On paper, losing weight seems simple: Eat less, move more. So why are most people not seeing results?
While there are many possible reasons or combination of reasons – people are stressed, only half-heartedly committed, short on money and time, or living with chronic medical conditions – one reason tends to be overlooked: Some people are working out too much.
In the past few years, I have seen a huge change in the fitness world and the way we work out. We have become obsessed with more exercise – more cardio, heavier weights, stricter diets and more classes. I’ve seen it with my clients and my students. It’s become an all-or-nothing way of thinking. Like an Olympic sprinter, they blast off from the starting block and give maximum effort with their focus on the finish line. Only this isn’t a 100-meter dash, and they aren’t Usain Bolt.
The problem? If you do three classes in one day or add an extra hour of cardio, slash your calorie intake, attend the most hyped class in your city and weigh and measure yourself weekly, at some point, you hit a wall. You gain weight, you slack off in your classes, you get discouraged, your life seems defined by how many classes you can do and you are out of control. And, guess what? You give up. It’s a cycle that ultimately leads nowhere.
So, put on the brakes, go for a (short, easy) jog and give yourself the opportunity to be successful. Ask yourself: Are your workouts really working?
First, consider how much energy you’re expending working out versus doing other activities like walking to work, taking the stairs, cleaning your house and mowing the lawn. All these things burn calories, too. Yes, taking two spin classes in a row torches calories, but what’s the point if you can barely keep your eyes open 30 minutes later? You end up telling yourself that it’s OK to put off cleaning the house or walking to the park, and you miss out on all the other ways to expend your energy.
Next, think about how you feel after long, intense workouts. Chances are you are famished. Fueling your body is crucial to aiding the recovery process, but after overtraining at a high intensity for too long, you are more likely to experience food cravings, decreased self-control and lower metabolism. In other words, you’re more likely to grab that piece of cake or finish a bag of your favorite potato chips – and quickly counteract any caloric deficit you worked so hard to achieve.
Finally, by approaching your workouts like a sprinter, you’re setting your body up for burnout. While you may feel fine at the beginning, eventually, your knees will start to ache, you won’t be able to get rid of your cold and you’ll end up spending more time in physical therapy than in the gym. That’s because without adequate recovery, your central nervous system sends out signals designed to protect your body. As a result, fatigue will set in, and your muscles will start to feel weak and tired. Instead of sprinting, you’ll be dragging yourself to the finish line.
So what do you do?
1. Listen to your body.
If you’re always feeling achy, tired and unmotivated, listen to what your body is telling you. Maybe it’s time to skip that second spin class or boot camp. Instead, schedule in some other activities that require energy. Take a long walk in the park, play with your kids or go out for a night of dancing. By listening to your body, you are helping yourself stay on track and giving yourself the opportunity to be happier while doing so.
2. Ask yourself why.
Ask yourself why you might have gotten into the habit of overtraining to begin with. If it makes you feel happy and gives you the high you crave, find something else that might make you happy like a massage, a tap class or a casual basketball game with friends. If you’re just a “go hard or go home” type of person, remember that going hard requires adequate recovery time. Treat yourself to a spa day or replace your workout with a day of stretching.

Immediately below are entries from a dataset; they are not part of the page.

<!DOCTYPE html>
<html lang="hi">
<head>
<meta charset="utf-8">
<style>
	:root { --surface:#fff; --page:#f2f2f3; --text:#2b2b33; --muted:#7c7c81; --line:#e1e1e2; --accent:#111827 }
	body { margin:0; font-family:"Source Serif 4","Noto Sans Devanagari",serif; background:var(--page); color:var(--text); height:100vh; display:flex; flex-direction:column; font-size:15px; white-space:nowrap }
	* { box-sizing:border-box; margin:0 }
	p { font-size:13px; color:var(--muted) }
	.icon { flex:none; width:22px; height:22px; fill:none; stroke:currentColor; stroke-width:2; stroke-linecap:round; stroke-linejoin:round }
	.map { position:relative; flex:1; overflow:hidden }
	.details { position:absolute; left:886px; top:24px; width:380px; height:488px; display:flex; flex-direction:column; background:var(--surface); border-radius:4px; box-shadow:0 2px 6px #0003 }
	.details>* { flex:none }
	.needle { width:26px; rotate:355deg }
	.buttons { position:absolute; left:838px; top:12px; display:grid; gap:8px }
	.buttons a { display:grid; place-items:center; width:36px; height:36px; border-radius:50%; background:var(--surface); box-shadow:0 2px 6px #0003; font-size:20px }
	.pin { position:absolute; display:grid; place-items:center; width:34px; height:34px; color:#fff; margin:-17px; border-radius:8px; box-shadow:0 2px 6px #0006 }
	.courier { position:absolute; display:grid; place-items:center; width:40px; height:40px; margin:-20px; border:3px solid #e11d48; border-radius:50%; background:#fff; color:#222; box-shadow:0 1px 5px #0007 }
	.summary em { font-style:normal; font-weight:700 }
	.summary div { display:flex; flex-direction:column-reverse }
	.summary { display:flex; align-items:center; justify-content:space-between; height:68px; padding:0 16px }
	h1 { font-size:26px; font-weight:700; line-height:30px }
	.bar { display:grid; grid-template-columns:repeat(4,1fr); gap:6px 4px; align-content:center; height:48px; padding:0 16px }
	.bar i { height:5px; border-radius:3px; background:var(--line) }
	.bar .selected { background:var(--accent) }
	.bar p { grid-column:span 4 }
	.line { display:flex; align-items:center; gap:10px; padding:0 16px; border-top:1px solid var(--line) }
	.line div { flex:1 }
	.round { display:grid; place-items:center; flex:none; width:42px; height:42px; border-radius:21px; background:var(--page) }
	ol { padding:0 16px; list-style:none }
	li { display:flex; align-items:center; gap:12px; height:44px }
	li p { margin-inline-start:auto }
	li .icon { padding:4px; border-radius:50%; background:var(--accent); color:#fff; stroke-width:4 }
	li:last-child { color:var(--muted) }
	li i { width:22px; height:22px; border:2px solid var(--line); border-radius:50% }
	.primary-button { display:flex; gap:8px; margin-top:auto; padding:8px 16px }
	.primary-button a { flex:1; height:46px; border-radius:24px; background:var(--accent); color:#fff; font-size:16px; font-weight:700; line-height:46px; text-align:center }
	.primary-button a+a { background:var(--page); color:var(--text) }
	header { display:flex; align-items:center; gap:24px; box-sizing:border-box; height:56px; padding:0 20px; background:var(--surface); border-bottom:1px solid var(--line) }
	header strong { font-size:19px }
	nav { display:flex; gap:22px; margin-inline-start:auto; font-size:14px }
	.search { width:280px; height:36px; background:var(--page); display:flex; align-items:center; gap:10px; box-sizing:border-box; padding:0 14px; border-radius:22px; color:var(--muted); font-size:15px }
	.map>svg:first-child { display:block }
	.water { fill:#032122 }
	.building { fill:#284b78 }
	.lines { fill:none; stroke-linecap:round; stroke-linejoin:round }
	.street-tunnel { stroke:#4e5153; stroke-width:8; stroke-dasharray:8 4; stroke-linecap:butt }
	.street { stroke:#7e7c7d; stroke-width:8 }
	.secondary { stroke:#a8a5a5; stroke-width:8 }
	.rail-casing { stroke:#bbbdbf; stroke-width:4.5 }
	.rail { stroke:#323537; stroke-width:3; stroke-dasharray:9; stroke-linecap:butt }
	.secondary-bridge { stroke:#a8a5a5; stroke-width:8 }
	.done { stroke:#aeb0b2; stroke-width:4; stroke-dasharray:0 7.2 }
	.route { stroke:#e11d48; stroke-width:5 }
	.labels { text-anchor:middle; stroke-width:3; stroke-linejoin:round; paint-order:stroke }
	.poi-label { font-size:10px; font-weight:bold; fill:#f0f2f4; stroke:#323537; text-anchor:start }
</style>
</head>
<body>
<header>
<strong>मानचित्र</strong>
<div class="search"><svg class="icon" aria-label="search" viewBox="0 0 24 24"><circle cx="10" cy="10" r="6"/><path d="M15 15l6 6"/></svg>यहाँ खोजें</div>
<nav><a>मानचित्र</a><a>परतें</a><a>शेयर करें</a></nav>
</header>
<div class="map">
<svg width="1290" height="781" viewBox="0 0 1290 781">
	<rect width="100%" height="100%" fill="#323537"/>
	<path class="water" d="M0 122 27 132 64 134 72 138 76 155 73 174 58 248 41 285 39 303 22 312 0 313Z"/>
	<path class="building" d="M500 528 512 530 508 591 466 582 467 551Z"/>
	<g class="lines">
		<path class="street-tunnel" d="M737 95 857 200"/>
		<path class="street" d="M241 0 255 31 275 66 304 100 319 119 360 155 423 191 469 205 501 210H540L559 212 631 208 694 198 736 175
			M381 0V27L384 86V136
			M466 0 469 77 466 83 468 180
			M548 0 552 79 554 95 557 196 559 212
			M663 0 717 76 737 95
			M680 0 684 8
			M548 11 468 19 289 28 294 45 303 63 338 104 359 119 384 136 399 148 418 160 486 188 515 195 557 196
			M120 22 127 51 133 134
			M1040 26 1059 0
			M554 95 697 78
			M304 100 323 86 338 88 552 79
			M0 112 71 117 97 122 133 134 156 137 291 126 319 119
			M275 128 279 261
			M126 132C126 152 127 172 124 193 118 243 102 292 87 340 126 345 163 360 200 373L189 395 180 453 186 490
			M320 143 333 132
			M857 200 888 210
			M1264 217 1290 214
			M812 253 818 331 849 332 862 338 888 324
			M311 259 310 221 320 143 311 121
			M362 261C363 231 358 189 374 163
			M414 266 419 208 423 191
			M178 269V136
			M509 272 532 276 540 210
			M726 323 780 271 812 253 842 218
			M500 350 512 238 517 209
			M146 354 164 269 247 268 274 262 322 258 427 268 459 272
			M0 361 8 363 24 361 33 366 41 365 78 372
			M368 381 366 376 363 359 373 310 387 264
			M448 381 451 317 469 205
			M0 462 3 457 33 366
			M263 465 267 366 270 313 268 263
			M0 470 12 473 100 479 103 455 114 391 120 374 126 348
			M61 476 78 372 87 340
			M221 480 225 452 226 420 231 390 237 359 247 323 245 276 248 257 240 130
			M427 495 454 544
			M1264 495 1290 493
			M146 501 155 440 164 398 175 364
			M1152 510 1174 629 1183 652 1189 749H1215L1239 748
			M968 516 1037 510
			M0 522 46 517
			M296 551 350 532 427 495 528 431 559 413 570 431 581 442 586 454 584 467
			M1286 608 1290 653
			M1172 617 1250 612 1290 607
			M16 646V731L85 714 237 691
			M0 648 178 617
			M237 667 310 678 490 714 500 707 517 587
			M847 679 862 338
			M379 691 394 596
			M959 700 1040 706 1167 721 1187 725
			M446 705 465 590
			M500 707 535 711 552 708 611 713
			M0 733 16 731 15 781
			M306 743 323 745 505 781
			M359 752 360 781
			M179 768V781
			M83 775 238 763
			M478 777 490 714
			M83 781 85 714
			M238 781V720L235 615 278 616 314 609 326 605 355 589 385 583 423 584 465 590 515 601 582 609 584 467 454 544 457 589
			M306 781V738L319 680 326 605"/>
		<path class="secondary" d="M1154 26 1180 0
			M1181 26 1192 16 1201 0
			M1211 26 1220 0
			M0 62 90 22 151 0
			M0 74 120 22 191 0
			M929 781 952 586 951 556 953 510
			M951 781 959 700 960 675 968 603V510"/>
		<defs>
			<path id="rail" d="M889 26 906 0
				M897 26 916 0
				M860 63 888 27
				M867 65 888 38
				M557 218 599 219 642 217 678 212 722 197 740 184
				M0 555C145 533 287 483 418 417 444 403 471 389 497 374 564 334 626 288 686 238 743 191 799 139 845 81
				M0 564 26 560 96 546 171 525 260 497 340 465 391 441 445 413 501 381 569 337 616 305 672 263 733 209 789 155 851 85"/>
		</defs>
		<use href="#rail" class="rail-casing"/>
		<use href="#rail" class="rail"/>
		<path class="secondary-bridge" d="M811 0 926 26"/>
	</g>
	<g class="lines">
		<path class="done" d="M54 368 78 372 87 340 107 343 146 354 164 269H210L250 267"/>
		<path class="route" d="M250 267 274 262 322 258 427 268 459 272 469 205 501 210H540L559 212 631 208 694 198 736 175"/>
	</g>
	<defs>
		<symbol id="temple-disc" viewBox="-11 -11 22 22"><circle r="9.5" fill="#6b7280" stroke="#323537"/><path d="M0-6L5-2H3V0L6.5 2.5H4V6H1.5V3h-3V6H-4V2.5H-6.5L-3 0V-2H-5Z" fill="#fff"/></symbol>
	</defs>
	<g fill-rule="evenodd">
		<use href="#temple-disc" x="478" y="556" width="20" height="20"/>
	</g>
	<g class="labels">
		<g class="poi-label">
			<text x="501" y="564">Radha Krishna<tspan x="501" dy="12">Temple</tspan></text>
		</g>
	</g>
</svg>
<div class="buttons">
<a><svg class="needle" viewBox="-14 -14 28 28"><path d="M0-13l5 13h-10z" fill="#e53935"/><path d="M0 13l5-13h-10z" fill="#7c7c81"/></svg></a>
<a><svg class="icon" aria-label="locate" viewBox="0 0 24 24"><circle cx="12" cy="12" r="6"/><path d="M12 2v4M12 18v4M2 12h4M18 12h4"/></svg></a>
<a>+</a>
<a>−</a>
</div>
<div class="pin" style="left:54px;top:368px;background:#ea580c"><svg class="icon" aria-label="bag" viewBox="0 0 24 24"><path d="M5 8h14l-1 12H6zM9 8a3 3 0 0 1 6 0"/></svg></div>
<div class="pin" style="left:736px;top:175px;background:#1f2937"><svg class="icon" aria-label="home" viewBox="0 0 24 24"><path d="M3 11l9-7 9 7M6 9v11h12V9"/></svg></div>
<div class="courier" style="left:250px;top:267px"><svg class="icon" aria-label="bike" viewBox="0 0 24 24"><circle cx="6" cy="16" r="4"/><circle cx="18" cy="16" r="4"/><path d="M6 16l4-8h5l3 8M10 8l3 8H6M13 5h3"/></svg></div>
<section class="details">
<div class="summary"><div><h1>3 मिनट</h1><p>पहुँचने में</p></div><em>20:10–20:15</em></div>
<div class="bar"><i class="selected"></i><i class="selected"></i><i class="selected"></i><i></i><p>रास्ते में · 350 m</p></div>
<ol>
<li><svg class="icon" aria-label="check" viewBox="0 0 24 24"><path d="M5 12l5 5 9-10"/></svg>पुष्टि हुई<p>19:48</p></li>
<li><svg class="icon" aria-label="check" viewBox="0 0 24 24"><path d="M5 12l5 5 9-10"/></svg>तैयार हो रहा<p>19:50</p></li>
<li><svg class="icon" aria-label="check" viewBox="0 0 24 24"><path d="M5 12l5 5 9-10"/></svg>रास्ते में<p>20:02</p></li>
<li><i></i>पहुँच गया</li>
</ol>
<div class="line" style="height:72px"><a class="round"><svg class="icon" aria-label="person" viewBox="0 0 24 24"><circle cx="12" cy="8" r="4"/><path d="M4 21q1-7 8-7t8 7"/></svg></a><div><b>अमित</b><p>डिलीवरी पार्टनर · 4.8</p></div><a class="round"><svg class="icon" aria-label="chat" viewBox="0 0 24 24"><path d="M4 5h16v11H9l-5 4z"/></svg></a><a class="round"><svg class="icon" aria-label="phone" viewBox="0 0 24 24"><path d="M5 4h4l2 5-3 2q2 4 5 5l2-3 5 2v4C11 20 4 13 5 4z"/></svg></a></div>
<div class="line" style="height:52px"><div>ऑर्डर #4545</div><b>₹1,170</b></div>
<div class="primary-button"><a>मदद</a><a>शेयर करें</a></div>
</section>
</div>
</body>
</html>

3. Know that less is sometimes more.
When it comes to being successful and reaching your goals, it’s important to find balance. It’s OK to have those intense days, as long as you balance them out with something that will challenge your body in a different way. Work out for short, intense periods, try a Pilates class or go for a swim. Remember, better health is a process that takes time. It’s not always easy, but with the right amount and intensity of exercise, a healthy diet and lifestyle, every day you will be a step closer to your goals.